## Input material
▬▬▬▬▬▬

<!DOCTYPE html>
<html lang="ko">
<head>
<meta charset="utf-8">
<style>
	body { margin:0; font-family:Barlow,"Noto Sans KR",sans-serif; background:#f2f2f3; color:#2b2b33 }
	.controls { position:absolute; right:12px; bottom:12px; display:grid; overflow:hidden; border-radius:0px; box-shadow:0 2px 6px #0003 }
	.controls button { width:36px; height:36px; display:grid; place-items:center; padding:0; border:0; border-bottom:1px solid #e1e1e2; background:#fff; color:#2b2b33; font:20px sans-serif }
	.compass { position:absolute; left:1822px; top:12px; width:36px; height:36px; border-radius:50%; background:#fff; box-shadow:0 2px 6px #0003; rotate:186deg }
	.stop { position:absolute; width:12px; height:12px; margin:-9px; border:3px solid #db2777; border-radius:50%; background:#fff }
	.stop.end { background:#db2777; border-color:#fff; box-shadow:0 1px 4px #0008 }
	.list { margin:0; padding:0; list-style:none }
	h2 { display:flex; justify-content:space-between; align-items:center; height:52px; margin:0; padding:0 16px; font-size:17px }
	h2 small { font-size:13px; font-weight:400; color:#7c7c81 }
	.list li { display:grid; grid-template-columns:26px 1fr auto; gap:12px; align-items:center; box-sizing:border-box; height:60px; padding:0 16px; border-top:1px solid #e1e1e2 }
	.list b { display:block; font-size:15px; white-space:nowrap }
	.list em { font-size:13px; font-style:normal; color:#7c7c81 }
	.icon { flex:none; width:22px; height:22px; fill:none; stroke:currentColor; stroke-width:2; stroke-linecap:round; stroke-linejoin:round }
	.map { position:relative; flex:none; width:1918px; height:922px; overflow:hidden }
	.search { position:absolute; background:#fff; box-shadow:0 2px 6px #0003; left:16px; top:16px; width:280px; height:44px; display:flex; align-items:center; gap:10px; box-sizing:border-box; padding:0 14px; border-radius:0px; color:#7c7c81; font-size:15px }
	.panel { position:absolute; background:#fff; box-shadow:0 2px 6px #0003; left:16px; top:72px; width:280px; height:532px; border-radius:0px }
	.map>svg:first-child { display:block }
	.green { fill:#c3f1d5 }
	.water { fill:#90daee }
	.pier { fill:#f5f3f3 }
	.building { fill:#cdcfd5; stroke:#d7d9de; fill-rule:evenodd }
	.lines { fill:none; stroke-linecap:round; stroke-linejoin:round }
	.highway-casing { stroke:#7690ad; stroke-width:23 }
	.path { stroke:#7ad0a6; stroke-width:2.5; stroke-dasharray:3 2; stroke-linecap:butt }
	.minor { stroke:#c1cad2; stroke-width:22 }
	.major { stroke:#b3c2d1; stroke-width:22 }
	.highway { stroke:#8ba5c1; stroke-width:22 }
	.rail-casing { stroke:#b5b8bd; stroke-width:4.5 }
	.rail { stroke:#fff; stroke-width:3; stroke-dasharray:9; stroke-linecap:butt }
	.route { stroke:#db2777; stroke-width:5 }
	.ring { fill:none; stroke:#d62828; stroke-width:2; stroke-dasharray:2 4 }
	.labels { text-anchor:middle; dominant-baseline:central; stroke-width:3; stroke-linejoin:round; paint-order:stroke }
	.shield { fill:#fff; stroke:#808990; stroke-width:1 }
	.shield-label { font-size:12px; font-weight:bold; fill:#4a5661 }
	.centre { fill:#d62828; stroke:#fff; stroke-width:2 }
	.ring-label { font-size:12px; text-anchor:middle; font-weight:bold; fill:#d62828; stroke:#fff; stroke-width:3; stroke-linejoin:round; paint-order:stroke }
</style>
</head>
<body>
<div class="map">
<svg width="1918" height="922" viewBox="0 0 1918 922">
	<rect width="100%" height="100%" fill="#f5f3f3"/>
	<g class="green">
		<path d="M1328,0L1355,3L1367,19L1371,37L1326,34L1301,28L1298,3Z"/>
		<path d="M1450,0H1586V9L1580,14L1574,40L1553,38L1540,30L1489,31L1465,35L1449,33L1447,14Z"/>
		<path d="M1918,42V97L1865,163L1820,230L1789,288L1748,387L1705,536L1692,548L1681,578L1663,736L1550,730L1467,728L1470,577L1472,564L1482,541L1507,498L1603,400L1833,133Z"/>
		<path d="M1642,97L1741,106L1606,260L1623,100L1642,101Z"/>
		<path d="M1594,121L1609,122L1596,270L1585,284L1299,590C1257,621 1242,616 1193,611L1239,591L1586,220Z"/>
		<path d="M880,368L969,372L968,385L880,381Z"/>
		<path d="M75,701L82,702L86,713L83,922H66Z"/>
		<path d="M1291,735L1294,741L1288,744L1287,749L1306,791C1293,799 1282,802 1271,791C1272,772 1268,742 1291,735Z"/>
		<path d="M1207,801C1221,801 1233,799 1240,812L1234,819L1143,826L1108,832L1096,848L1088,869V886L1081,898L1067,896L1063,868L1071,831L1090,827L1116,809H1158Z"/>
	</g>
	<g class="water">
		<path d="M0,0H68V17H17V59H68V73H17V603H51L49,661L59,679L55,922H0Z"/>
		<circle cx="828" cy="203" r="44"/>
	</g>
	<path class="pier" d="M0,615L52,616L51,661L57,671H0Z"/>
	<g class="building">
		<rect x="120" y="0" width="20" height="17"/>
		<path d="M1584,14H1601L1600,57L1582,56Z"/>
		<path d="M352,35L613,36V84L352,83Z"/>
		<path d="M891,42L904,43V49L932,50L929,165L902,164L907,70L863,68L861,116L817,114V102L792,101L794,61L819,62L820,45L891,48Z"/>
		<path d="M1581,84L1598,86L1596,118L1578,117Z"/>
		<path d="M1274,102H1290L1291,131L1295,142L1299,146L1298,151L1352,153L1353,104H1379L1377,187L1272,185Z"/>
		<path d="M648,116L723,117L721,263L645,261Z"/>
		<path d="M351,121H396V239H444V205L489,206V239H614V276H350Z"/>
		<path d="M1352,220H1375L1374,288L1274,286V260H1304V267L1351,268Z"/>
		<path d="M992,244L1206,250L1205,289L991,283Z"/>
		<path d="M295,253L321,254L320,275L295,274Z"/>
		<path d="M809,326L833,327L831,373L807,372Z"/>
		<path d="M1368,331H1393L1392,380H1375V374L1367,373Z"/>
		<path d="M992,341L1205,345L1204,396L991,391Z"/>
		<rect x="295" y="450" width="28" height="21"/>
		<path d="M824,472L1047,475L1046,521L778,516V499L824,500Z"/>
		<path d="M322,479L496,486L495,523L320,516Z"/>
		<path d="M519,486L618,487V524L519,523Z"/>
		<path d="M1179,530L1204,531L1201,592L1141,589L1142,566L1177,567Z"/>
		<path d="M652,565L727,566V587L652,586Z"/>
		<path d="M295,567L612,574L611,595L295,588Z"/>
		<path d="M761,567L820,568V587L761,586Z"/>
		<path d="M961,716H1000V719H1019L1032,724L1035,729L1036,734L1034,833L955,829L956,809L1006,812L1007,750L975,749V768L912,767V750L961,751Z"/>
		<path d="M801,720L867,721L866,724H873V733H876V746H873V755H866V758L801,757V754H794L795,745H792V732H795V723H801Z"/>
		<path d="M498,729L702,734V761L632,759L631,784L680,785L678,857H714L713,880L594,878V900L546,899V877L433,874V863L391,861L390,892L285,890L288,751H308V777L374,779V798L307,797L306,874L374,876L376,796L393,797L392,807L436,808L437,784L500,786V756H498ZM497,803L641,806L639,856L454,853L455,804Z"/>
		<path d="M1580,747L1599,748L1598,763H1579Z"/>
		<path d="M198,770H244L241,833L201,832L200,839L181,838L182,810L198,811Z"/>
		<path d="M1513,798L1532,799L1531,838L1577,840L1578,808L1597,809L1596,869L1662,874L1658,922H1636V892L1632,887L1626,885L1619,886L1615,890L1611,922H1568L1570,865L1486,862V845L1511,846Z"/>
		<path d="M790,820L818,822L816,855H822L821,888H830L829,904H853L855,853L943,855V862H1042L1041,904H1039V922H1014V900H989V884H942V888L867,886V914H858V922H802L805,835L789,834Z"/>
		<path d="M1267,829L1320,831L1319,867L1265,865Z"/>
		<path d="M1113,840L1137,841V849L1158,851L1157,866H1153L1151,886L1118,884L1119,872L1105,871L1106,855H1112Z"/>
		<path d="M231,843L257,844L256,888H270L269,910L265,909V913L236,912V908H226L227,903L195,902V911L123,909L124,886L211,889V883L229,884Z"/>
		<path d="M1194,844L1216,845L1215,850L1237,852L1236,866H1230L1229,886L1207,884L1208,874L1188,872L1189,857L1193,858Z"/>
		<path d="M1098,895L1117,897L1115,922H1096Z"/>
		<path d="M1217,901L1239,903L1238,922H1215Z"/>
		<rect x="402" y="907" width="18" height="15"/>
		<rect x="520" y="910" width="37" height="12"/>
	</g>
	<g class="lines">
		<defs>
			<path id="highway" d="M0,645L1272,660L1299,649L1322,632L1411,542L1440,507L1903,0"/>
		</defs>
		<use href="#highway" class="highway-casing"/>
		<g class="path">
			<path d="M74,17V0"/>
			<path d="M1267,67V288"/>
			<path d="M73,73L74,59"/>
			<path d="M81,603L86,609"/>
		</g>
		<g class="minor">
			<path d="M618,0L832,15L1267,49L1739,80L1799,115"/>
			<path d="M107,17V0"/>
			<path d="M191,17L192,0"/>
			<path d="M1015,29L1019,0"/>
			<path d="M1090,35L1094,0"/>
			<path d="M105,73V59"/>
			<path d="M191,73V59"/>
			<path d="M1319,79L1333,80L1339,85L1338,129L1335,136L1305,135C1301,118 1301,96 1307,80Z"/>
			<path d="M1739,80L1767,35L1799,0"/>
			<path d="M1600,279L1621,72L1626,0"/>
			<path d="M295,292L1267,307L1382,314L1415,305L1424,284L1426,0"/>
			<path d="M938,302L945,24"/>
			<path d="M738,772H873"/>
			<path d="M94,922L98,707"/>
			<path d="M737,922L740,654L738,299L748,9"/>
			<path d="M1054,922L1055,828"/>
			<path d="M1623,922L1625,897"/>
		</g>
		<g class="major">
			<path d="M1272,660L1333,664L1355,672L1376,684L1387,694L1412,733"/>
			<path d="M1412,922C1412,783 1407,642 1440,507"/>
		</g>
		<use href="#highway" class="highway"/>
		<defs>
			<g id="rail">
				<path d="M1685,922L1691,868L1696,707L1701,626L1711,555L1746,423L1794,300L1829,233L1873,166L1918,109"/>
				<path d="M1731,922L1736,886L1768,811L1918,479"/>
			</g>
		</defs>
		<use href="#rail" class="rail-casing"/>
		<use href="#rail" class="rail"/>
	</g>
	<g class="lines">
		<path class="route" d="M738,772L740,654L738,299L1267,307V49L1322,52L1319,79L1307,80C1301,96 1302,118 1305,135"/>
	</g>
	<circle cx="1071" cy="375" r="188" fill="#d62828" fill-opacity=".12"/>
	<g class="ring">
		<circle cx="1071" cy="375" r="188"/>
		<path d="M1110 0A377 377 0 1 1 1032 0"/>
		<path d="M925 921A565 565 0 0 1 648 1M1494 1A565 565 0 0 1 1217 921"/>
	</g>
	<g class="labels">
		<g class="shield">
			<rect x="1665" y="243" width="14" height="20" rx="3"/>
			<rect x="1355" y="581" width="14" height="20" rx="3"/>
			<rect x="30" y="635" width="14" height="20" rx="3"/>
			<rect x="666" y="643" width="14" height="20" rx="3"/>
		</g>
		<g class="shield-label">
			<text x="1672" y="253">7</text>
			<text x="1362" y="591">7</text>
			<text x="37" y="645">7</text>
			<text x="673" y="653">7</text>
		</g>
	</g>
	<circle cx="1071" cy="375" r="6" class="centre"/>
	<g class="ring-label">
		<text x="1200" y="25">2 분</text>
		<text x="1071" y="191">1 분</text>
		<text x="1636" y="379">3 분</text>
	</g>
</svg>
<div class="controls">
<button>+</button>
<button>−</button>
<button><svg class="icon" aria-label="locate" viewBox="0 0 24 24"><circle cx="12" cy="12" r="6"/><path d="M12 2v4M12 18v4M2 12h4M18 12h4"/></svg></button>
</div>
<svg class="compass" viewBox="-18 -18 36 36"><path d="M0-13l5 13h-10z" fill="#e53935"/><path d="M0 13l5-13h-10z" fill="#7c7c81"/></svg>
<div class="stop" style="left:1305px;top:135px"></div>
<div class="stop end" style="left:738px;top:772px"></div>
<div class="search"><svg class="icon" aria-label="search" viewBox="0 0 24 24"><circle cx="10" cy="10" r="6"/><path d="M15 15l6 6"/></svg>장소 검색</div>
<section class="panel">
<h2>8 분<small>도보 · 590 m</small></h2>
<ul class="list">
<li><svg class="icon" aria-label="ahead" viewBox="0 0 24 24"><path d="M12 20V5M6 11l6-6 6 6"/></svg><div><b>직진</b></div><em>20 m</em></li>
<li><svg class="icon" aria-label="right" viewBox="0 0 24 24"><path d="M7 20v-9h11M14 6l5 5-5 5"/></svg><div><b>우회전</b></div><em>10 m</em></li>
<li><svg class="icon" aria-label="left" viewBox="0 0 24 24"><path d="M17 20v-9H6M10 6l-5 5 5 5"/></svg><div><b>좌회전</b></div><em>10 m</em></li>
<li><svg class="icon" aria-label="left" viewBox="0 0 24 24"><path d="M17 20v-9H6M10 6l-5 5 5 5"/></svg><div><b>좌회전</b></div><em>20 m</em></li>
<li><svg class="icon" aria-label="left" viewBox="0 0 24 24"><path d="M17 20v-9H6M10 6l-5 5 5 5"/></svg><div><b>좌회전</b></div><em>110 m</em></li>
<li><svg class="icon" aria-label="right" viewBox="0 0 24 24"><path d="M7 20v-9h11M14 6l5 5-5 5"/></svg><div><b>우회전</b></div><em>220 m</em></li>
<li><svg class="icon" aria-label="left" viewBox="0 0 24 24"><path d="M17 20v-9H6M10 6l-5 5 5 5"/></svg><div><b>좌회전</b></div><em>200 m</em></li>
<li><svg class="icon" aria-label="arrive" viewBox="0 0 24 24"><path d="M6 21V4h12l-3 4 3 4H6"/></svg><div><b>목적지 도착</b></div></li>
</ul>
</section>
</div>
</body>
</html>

▬▬▬▬▬▬

## What is required
Among the entries above, copy exactly only the lines starting with the one containing "position:absolute; left:1822px; top:12px;" and going through the one containing "fill:#cdcfd5; stroke:#d7d9de; fill-rule:evenodd", both ends included.

## Solution to the exercise
	.compass { position:absolute; left:1822px; top:12px; width:36px; height:36px; border-radius:50%; background:#fff; box-shadow:0 2px 6px #0003; rotate:186deg }
	.stop { position:absolute; width:12px; height:12px; margin:-9px; border:3px solid #db2777; border-radius:50%; background:#fff }
	.stop.end { background:#db2777; border-color:#fff; box-shadow:0 1px 4px #0008 }
	.list { margin:0; padding:0; list-style:none }
	h2 { display:flex; justify-content:space-between; align-items:center; height:52px; margin:0; padding:0 16px; font-size:17px }
	h2 small { font-size:13px; font-weight:400; color:#7c7c81 }
	.list li { display:grid; grid-template-columns:26px 1fr auto; gap:12px; align-items:center; box-sizing:border-box; height:60px; padding:0 16px; border-top:1px solid #e1e1e2 }
	.list b { display:block; font-size:15px; white-space:nowrap }
	.list em { font-size:13px; font-style:normal; color:#7c7c81 }
	.icon { flex:none; width:22px; height:22px; fill:none; stroke:currentColor; stroke-width:2; stroke-linecap:round; stroke-linejoin:round }
	.map { position:relative; flex:none; width:1918px; height:922px; overflow:hidden }
	.search { position:absolute; background:#fff; box-shadow:0 2px 6px #0003; left:16px; top:16px; width:280px; height:44px; display:flex; align-items:center; gap:10px; box-sizing:border-box; padding:0 14px; border-radius:0px; color:#7c7c81; font-size:15px }
	.panel { position:absolute; background:#fff; box-shadow:0 2px 6px #0003; left:16px; top:72px; width:280px; height:532px; border-radius:0px }
	.map>svg:first-child { display:block }
	.green { fill:#c3f1d5 }
	.water { fill:#90daee }
	.pier { fill:#f5f3f3 }
	.building { fill:#cdcfd5; stroke:#d7d9de; fill-rule:evenodd }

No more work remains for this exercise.